Huan is growing more and more complex by the chapter and Freeman is a walking sociopath (but he could also be a man doing what he needs to get by). Amanda seems to be the odd one out, but I am fine with this being Huan and Freeman’s story so far. Their dynamic and how they play off each other works beautifully as illustrated last issue. Huan seemingly instantly regrets her decision as she copes with ratting out her former lover. The progression of scenes resembles the stages of denial in a separated way. I guess her version of acceptance is reminding her estranged mother of a trip to a bookstore in which Huang asserted that she has a purpose in this world. I wonder if the following scene in which she is praying that Amanda is all right is her form of regret and acknowledgment that she is done helping Freeman.

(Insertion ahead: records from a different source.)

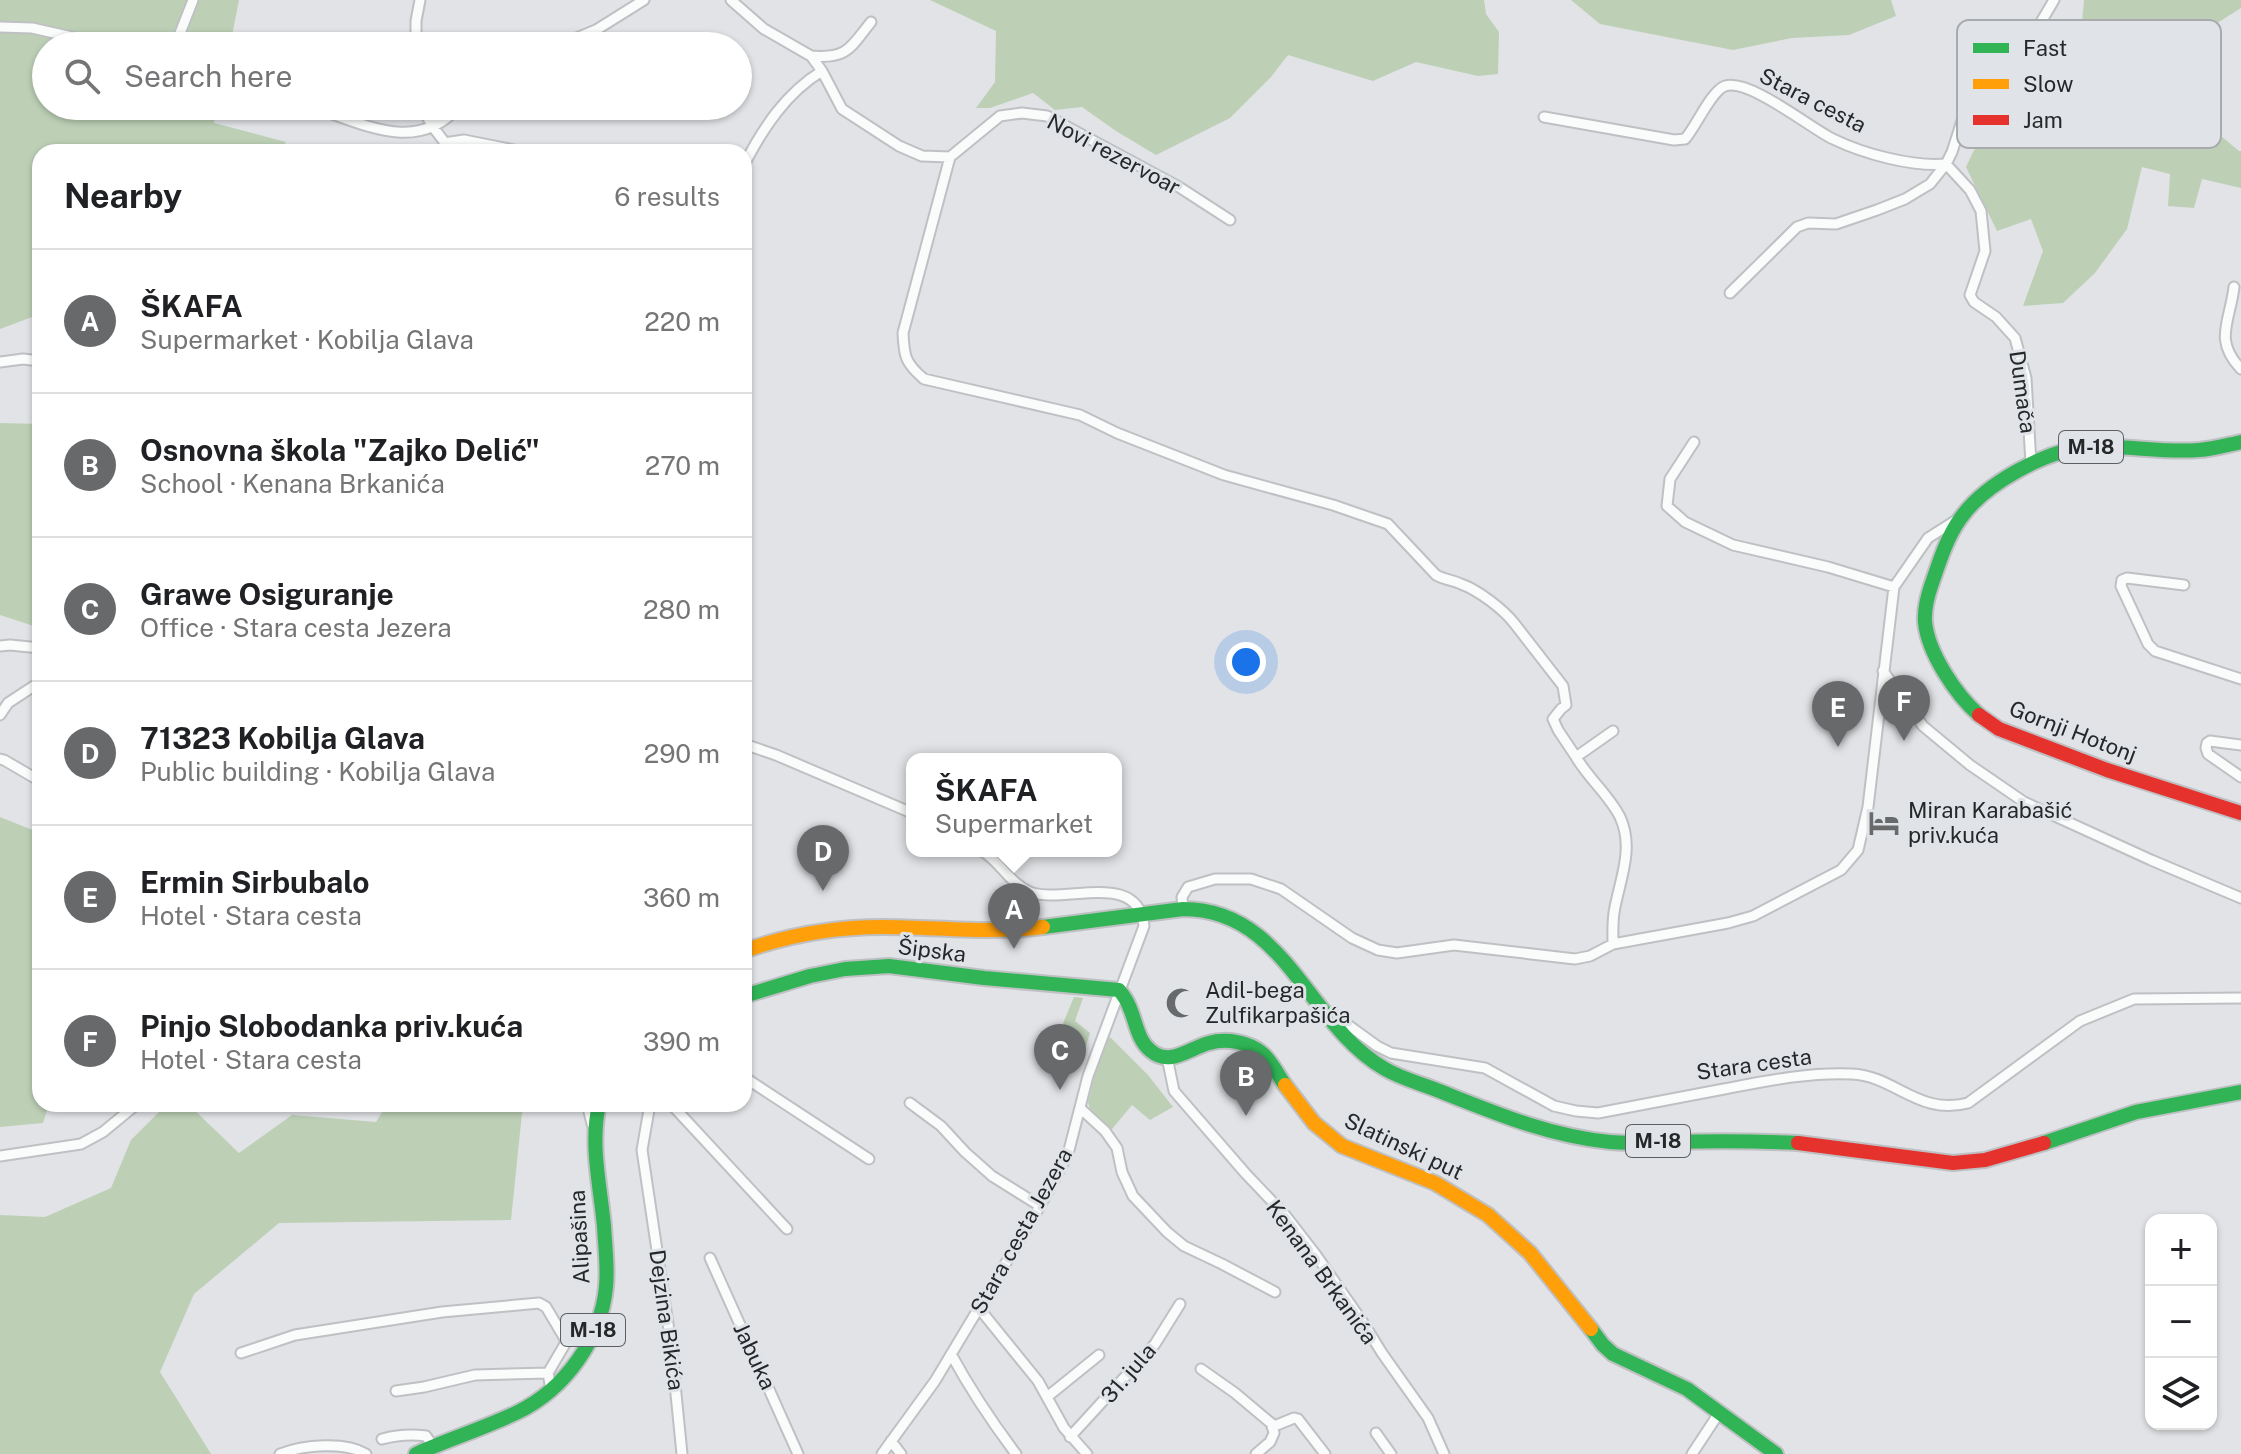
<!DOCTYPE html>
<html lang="en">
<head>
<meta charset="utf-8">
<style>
	:root { --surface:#fff; --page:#f6f6f6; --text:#202124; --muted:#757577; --line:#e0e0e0; --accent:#67696b }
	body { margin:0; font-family:"Public Sans",sans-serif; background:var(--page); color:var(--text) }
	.controls { position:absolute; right:24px; bottom:24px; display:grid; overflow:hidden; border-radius:16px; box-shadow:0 2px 6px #0004 }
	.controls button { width:72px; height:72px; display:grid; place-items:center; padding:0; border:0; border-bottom:2px solid var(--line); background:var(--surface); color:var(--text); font:40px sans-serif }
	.you { position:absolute; left:1246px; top:662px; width:28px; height:28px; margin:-20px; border:6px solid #fff; border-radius:50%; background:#1a73e8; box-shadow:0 0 0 12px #1a73e833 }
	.badge { display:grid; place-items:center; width:52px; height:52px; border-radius:50%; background:var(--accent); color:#fff; font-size:26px; font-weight:700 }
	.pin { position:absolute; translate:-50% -66px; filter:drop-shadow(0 2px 4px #0008) }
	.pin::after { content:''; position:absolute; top:42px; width:28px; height:24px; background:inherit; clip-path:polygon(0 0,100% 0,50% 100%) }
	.popup { position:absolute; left:906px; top:753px; width:216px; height:104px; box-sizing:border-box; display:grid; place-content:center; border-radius:16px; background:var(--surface); filter:drop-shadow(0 2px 6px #0005); font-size:26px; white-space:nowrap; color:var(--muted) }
	.popup b { font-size:30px; color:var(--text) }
	.popup::after { content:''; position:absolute; left:50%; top:100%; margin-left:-16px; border:16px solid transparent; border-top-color:var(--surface) }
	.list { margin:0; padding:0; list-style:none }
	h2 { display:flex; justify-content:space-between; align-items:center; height:104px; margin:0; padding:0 32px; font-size:34px }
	h2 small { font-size:26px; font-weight:400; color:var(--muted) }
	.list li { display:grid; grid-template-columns:52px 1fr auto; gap:24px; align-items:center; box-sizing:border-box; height:144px; padding:0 32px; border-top:2px solid var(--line) }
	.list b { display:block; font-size:30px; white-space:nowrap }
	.list p { margin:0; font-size:26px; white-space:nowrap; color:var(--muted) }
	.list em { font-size:26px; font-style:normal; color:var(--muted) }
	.icon { flex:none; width:44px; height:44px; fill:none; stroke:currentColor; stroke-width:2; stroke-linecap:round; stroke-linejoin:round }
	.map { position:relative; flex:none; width:2241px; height:1454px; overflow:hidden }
	.search { position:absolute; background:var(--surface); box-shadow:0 2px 6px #0004; left:32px; top:32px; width:720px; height:88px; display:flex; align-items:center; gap:20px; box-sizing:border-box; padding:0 28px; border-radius:44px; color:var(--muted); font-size:30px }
	.panel { position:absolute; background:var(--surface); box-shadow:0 2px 6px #0004; left:32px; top:144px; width:720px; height:968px; border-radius:24px }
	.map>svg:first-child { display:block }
</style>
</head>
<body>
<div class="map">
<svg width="2241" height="1454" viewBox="0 0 2241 1454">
	<rect width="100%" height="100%" fill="#e1e3e6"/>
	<!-- green -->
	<path fill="#bdd0b6" d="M0,0H239L230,46H46V106H217L214,123L286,142L279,152H40V314L0,329Z
		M930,0H1484L1486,14L1499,32L1498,74L1478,76L1416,62L1373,81L1288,55L1271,77L1230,118L1156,155L1116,131L1082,107L1055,110L1033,93L990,108H976L995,82L996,31Z
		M1571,0H1891L1896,16L1849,35L1792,38L1733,50L1600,24Z
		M2084,0H2241V8L2211,27L2199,118L2239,151H2241V188L2202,179L2194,208L2168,206L2170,174L2142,167L2127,229L2095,273L2063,303L2023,306L2043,251L2031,219L1997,231L1966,167L1974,150L2075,101Z
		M0,423L40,424V628L0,615Z
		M0,817L40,833V1104H49L43,1123L0,1127Z
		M1074,997L1083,998L1075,1021L1090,1033L1084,1052L1057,1038Z
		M1104,1036L1111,1038L1148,1075L1173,1107L1150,1120L1132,1105L1112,1129C1101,1125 1090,1114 1088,1102Z
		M167,1104H188L239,1153L292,1115L376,1122L387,1104H528L522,1113L511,1220L279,1223L194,1294L160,1372L211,1454H0V1215L45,1217L111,1188L131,1140Z"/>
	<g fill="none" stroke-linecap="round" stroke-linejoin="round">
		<!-- street casing -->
		<g stroke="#bfc0c3" stroke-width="13">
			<path id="street" d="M731,0L764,29L811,56L822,71L842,109L899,146L922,156L950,157L1000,116L1022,113L1047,116L1179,187L1230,220
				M0,27L32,28L112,46
				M175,46L193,0
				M416,46V21L420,0
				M557,46L596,30L644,0
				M811,56C848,59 850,48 871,22
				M309,106C360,122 417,156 459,106
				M421,106L433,127L452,152
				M1544,117L1674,140L1685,139C1696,127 1711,91 1725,86C1749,78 1810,128 1833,139C1864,154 1912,167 1946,164L1970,190L1981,211L1985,251L1970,295L1974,302L1996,317L2015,338L2026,378L2031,464
				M444,143L464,140L524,152
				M950,157L903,333C904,356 905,363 924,379L1080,415L1117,433L1224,475L1333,505L1388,524L1436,575C1445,580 1453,580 1461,584C1478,590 1503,609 1514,623L1563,686L1566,705L1561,709L1553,719L1558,730L1576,757L1613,731
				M744,165C763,128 786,93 822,71
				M2234,287C2230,322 2213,340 2241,369
				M1730,293L1797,227L1808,223L1836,224L1877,210L1905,199L1930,184L1946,164L1952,152L1968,102L1976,92L2017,63L2054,0
				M0,362L23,359L40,361
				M1694,442L1670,479L1667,506L1685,522L1733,545L1828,567L1894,587
				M2184,585L2127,578L2122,580L2121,586L2148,644L2155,651L2241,679
				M0,646L10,645L40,648
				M1883,671L1923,726L1970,765L2024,802L2151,860L2241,898
				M0,715L8,703L40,682
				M744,744L776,755L912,813
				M2241,745L2210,741L2207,743L2206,748L2208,754L2241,777
				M1576,757C1588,778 1609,795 1620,817C1634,847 1621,877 1615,907C1612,920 1613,932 1613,944
				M0,759L4,760L40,781
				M1183,909L1182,897L1188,887L1215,879H1251L1281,889L1352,938L1378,950L1397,953L1454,945L1575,959L1590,956L1613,944L1728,923L1753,916L1841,870L1858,850L1868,807L1894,587L1928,538L1958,519
				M1330,1012L1377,1046L1391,1053L1485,1068L1554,1106L1576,1111L1598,1113C1640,1105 1682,1097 1724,1089C1766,1081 1809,1072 1852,1074C1895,1076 1919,1116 1968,1103L2080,1021L2134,999L2241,998
				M1167,1057L1174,1091L1246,1174L1285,1215L1316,1255L1364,1324L1382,1353L1428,1418L1444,1454
				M744,1077L869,1159
				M910,1103L941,1126L965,1152L992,1176L1040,1206
				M587,1104L592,1124
				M650,1104L642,1150L671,1344L682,1454
				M671,1104L787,1229
				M1080,1108L1105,1131L1117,1148L1122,1172L1133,1196L1167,1232L1184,1246L1222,1264L1275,1292
				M0,1156L81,1144L103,1132L137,1104
				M710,1258L798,1454
				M978,1307L1038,1381L1064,1428L1087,1454
				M241,1353L295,1335L442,1312L539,1303L546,1307L565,1339V1344L548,1373L551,1390
				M951,1354C970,1389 992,1422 1016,1454
				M1201,1369L1235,1393L1272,1424L1274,1433L1270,1442L1256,1454
				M396,1391L424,1387L475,1375L548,1373
				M1047,1397L1099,1355
				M1272,1427L1294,1418L1298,1419L1325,1454
				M1376,1433L1391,1454
				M1070,1437L1155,1344L1180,1304
				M382,1439C397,1435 411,1434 426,1436L433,1446
				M891,1441L901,1454
				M280,1454C303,1445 345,1441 366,1454
				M882,1454L935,1381L1040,1206L1068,1154L1088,1076L1144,926C1138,869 1064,905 1030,892C1010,884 1000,861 982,851
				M1692,1454L1719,1413"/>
		</g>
		<!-- fast casing -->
		<g stroke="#bfc0c3" stroke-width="18">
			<path id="fast" d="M1979,715C1956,695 1928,653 1925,622C1924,609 1927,598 1931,586C1939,563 1946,539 1960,519C1984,484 2047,449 2090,447C2126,445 2163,453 2199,450C2213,449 2227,445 2241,442
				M1043,927L1183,909C1286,909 1307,1024 1385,1069C1402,1079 1423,1084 1442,1092C1497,1114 1550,1136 1610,1142C1630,1144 1651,1142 1671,1142C1713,1141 1756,1141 1798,1143
				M744,996L810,976L845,969L889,966L984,978L1119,990C1123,995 1127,1000 1129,1006C1136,1021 1137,1040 1151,1051C1170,1067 1190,1048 1209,1043C1226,1038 1250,1042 1263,1054C1272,1062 1278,1075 1285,1085
				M2044,1143L2136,1112L2241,1092
				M1591,1329L1603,1345L1613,1354L1687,1389L1776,1454
				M416,1454C449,1439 485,1428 518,1412C565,1389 601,1339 606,1287C608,1267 605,1246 604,1226C600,1184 590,1145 599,1104"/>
		</g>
		<!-- slow casing -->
		<g stroke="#bfc0c3" stroke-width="18">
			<path id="slow" d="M744,951C788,935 836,927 883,927C937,927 989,934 1043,927
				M1285,1085L1314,1123L1342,1146L1435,1183L1488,1215L1530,1253L1591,1329"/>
		</g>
		<!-- jam casing -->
		<g stroke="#bfc0c3" stroke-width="18">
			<path id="jam" d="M1979,715L1999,729L2107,770L2241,813
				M1798,1143L1953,1163L1985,1160L2044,1143"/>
		</g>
		<!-- street -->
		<use href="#street" stroke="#fafbfb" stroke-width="9"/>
		<!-- fast -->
		<use href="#fast" stroke="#30b455" stroke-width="14"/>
		<!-- slow -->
		<use href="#slow" stroke="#ff9f0a" stroke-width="14"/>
		<!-- jam -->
		<use href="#jam" stroke="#e5322d" stroke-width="14"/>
	</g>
	<!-- icons -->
	<defs>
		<g id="hotel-bare" transform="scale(2.4)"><path d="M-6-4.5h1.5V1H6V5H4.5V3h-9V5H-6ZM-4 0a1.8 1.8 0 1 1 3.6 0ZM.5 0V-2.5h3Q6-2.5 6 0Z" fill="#67696b" stroke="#e0e3e7" stroke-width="2.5" paint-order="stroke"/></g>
		<g id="mosque-bare" transform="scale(2.4)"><path d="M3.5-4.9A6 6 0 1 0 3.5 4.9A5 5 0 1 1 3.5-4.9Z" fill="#67696b" stroke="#e0e3e7" stroke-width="2.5" paint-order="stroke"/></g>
	</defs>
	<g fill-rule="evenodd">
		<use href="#hotel-bare" x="1884" y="823"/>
		<use href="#mosque-bare" x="1181" y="1003"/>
	</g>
	<g text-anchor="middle" stroke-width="6" stroke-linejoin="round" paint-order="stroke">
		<!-- shield labels -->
		<g fill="#e0e3e7" stroke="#5e5f62" stroke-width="2">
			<rect x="2059" y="431" width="64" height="32" rx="6"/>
			<rect x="1626" y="1125" width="64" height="32" rx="6"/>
			<rect x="561" y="1314" width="64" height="32" rx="6"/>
		</g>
		<g font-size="20" font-weight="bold" fill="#262729">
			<text x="2091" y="454">M-18</text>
			<text x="1658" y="1148">M-18</text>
			<text x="593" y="1337">M-18</text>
		</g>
		<!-- street labels -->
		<g font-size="22" fill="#262729" stroke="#e0e3e7">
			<text transform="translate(1813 100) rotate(27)" y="8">Stara cesta</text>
			<text transform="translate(1114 154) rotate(28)" y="8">Novi rezervoar</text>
			<text transform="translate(2023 392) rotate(82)" y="8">Dumača</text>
			<text transform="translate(2073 731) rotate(21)" y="8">Gornji Hotonj</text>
			<text transform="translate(932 950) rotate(7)" y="8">Šipska</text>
			<text transform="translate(1754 1064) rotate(-8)" y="8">Stara cesta</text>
			<text transform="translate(1404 1146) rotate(25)" y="8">Slatinski put</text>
			<text transform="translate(1021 1231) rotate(-61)" y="8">Stara cesta Jezera</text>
			<text transform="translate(579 1237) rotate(-93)" y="8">Alipašina</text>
			<text transform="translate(1322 1272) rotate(54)" y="8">Kenana Brkanića</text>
			<text transform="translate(667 1320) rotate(82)" y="8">Dejzina Bikića</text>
			<text transform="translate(755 1356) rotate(65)" y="8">Jabuka</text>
			<text transform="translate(1128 1373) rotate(-49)" y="8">31. jula</text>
		</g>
		<!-- poi labels -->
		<g font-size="22" fill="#262729" stroke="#e0e3e7" text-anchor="start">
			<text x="1908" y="818">Miran Karabašić<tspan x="1908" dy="25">priv.kuća</tspan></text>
			<text x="1205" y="998">Adil-bega<tspan x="1205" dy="25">Zulfikarpašića</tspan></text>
		</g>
	</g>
	<!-- legend -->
	<rect x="1957" y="20" width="264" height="128" rx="12" fill="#e0e3e7" stroke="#a8abae" stroke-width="2"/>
	<rect x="1973" y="43" width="36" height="10" fill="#30b455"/>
	<rect x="1973" y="79" width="36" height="10" fill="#ff9f0a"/>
	<rect x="1973" y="115" width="36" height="10" fill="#e5322d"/>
	<g font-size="22" fill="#262729">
		<text x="2023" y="56">Fast</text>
		<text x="2023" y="92">Slow</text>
		<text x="2023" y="128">Jam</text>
	</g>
</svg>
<div class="controls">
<button>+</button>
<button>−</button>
<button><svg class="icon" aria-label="layers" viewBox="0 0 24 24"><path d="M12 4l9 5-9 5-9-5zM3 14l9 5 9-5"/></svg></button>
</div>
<div class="you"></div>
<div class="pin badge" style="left:1014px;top:949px">A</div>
<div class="popup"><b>ŠKAFA</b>Supermarket</div>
<div class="pin badge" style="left:1246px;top:1116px">B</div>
<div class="pin badge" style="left:1060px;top:1090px">C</div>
<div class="pin badge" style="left:823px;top:891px">D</div>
<div class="pin badge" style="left:1838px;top:747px">E</div>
<div class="pin badge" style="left:1904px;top:741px">F</div>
<div class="search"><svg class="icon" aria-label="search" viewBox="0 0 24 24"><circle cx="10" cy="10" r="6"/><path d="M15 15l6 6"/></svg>Search here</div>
<section class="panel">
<h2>Nearby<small>6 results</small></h2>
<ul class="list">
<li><span class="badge">A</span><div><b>ŠKAFA</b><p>Supermarket · Kobilja Glava</p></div><em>220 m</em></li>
<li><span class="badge">B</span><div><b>Osnovna škola &quot;Zajko Delić&quot;</b><p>School · Kenana Brkanića</p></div><em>270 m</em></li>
<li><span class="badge">C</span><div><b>Grawe Osiguranje</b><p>Office · Stara cesta Jezera</p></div><em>280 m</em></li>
<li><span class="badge">D</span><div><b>71323 Kobilja Glava</b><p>Public building · Kobilja Glava</p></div><em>290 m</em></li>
<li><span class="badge">E</span><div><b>Ermin Sirbubalo</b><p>Hotel · Stara cesta</p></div><em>360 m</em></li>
<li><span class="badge">F</span><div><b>Pinjo Slobodanka priv.kuća</b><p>Hotel · Stara cesta</p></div><em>390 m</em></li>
</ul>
</section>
</div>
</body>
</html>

As layered as Huang is, Freeman is her ultimate foil. I am torn; part of me feels that Kot is using him to depict the banality of evil (we know he has a family and that he feels remorse for his actions), but part of me also feels that Freeman is a walking sociopath. I felt as if he did get some sick enjoyment out of that interrogation scene in an earlier issue. Ultimately I feel as though this will be left up to the individual reader, but I love the ambiguity that Kot and Žeželj use for him. Amanda may be what brought these characters together, but this story is entirely Freeman and Huan’s.
Žeželj’s art is very sparing in this issue, but it is still very effective. He uses shadows expertly, always trying to hide characters faces, once again emphasizing the duplicitousness of each character involved. The panel layouts work extremely well in this chapter as well. Each sequence takes place in threes as Amanda’s actions are synced up with Freeman and Huan’s actions. Bellaire’s colors are exquisite in this sense as each character’s scenes are in a different color, which perfectly coalesces with each characters actions and core values.
Days of Hate is beyond the point of convincing new readers. It is firmly entrenched in the story it is set on telling, and it is a fantastic one at that. All of the characters are jaded and complex in ways that are few and far between in comics. Days of Hate #5 is another standout issue for a standout series. If any entry in this series is Eisner-worthy, it’s this one.